WHAT TO PRODUCE: Every record below should be copied exactly, with the pictures left out.

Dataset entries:

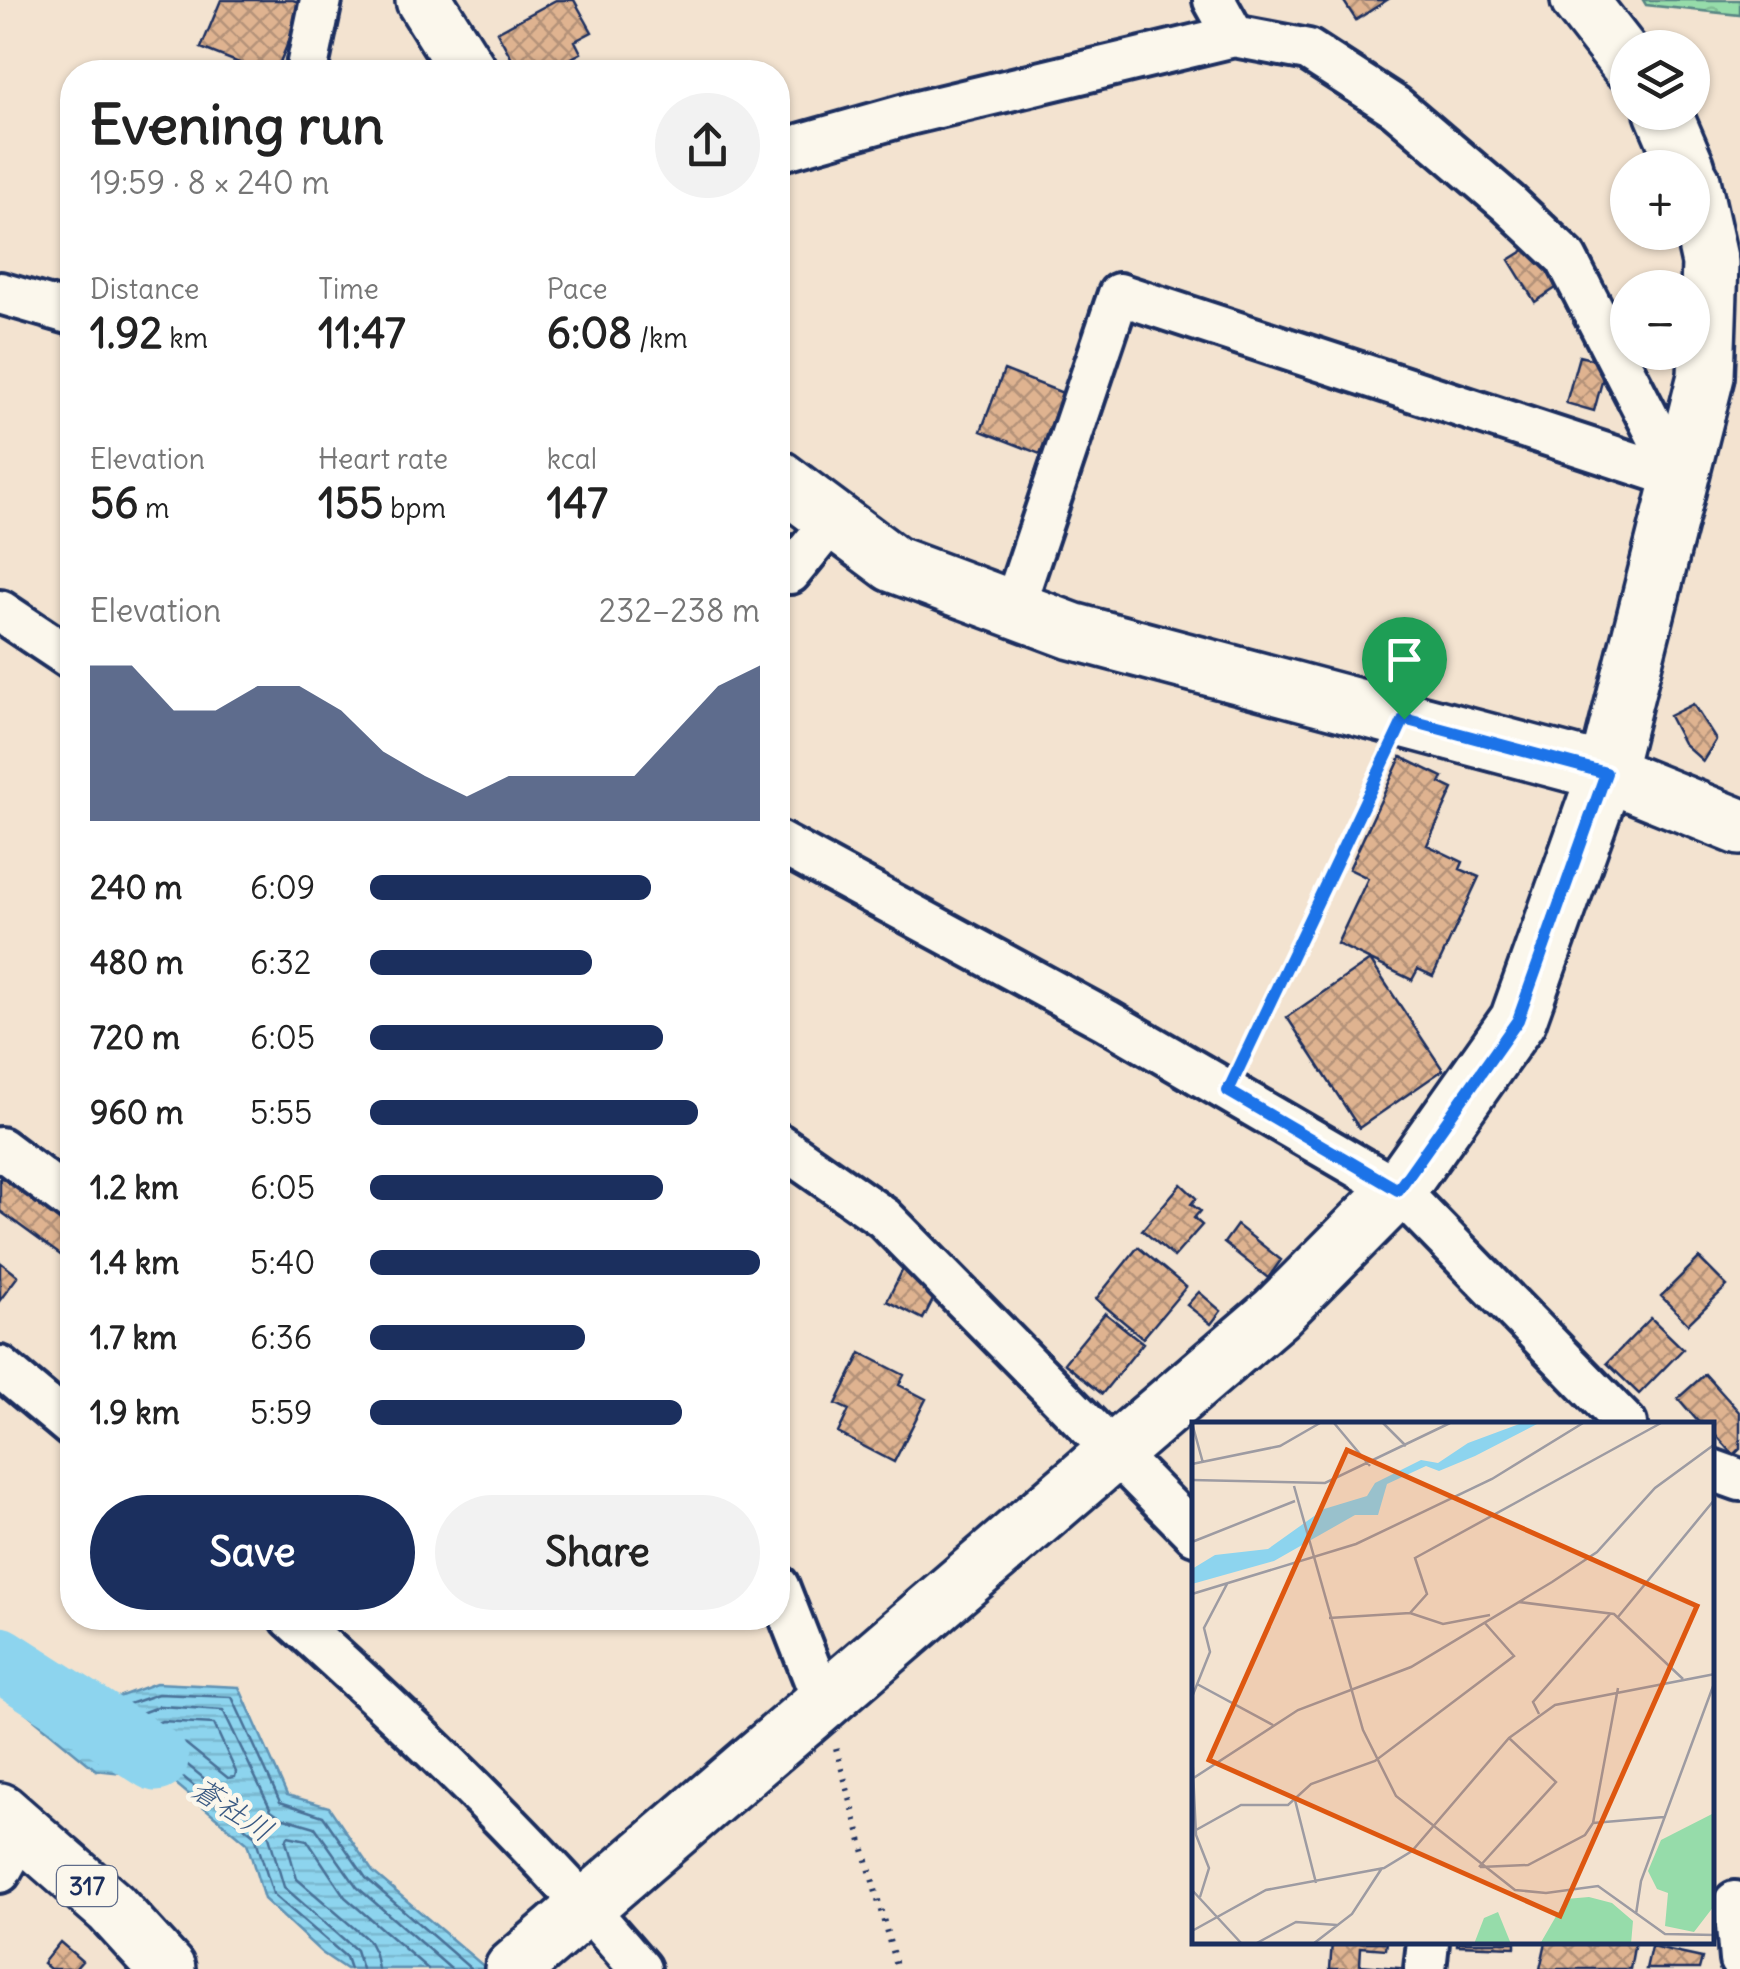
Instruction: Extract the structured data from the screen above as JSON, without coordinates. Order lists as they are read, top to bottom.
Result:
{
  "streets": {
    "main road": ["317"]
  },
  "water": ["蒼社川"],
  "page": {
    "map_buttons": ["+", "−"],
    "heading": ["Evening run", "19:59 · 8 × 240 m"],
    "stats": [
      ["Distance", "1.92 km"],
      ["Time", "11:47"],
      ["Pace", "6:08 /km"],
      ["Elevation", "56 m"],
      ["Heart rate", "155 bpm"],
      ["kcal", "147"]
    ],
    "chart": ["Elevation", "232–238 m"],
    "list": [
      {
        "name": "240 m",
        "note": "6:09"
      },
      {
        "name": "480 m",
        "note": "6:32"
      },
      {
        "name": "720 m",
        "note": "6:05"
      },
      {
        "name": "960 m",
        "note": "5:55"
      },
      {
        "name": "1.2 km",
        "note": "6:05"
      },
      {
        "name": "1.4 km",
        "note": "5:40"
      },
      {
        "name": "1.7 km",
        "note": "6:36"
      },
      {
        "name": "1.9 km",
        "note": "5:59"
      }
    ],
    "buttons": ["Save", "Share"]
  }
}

OUTPUT BELOW:
Instruction: Extract the structured data from the screen above as JSON, without coordinates. Order lists as they are read, top to bottom.
Result:
{
  "streets": {
    "main road": ["317"]
  },
  "water": ["蒼社川"],
  "page": {
    "map_buttons": ["+", "−"],
    "heading": ["Evening run", "19:59 · 8 × 240 m"],
    "stats": [
      ["Distance", "1.92 km"],
      ["Time", "11:47"],
      ["Pace", "6:08 /km"],
      ["Elevation", "56 m"],
      ["Heart rate", "155 bpm"],
      ["kcal", "147"]
    ],
    "chart": ["Elevation", "232–238 m"],
    "list": [
      {
        "name": "240 m",
        "note": "6:09"
      },
      {
        "name": "480 m",
        "note": "6:32"
      },
      {
        "name": "720 m",
        "note": "6:05"
      },
      {
        "name": "960 m",
        "note": "5:55"
      },
      {
        "name": "1.2 km",
        "note": "6:05"
      },
      {
        "name": "1.4 km",
        "note": "5:40"
      },
      {
        "name": "1.7 km",
        "note": "6:36"
      },
      {
        "name": "1.9 km",
        "note": "5:59"
      }
    ],
    "buttons": ["Save", "Share"]
  }
}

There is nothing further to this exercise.